The Data Mining Forum
This forum is about data mining
, data science
and big data
: algorithms, source code, datasets, implementations, optimizations, etc. You are welcome to post call for papers, data mining job ads, link to source code of data mining algorithms or anything else related to data mining. The forum is hosted by P. Fournier-Viger
. No registration is required to use this forum!
Dataset For VMSP Algorithm
Date: September 28, 2018 11:43AM
I want to use VMSP algorithm for web clickstream analysis. For VMSP algorithm, I searched that it accepts data in SPMF format(The format is sequence of numbers with each number representing an event). So how can I get such a dataset in SPMF format which also gives me the name of the pages the user visits.
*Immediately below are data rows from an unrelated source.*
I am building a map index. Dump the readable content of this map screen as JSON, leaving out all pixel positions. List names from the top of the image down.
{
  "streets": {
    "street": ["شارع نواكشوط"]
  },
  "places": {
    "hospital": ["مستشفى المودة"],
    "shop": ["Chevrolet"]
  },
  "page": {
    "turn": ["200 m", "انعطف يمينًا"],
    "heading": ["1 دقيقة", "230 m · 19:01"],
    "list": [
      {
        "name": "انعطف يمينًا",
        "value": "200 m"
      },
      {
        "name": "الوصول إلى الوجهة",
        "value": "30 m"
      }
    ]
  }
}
I might be wrong about this, so correct me if I am. And can someone also guide me for the same...
Re: Dataset For VMSP Algorithm
Date: September 28, 2018 02:41PM
Thanks for using SPMF. There is some datasets on the SPMF website but you are right that they do not provide the name of the webpages.
The original FIFA dataset contained this information: http://ita.ee.lbl.gov/html/contrib/WorldCup.html
But it is not in SPMF format. So you could convert it to SPMF format again and keep the page label. That would be a solution to obtain click streams with the page names.
The FIFA dataset on the SPMF website was converted from this but my student did not keep the page labels and that was several years ago ;-)
Otherwise, another way is to find other logs from webservers using a search engine like Google or Bing. I think it is not hard to find.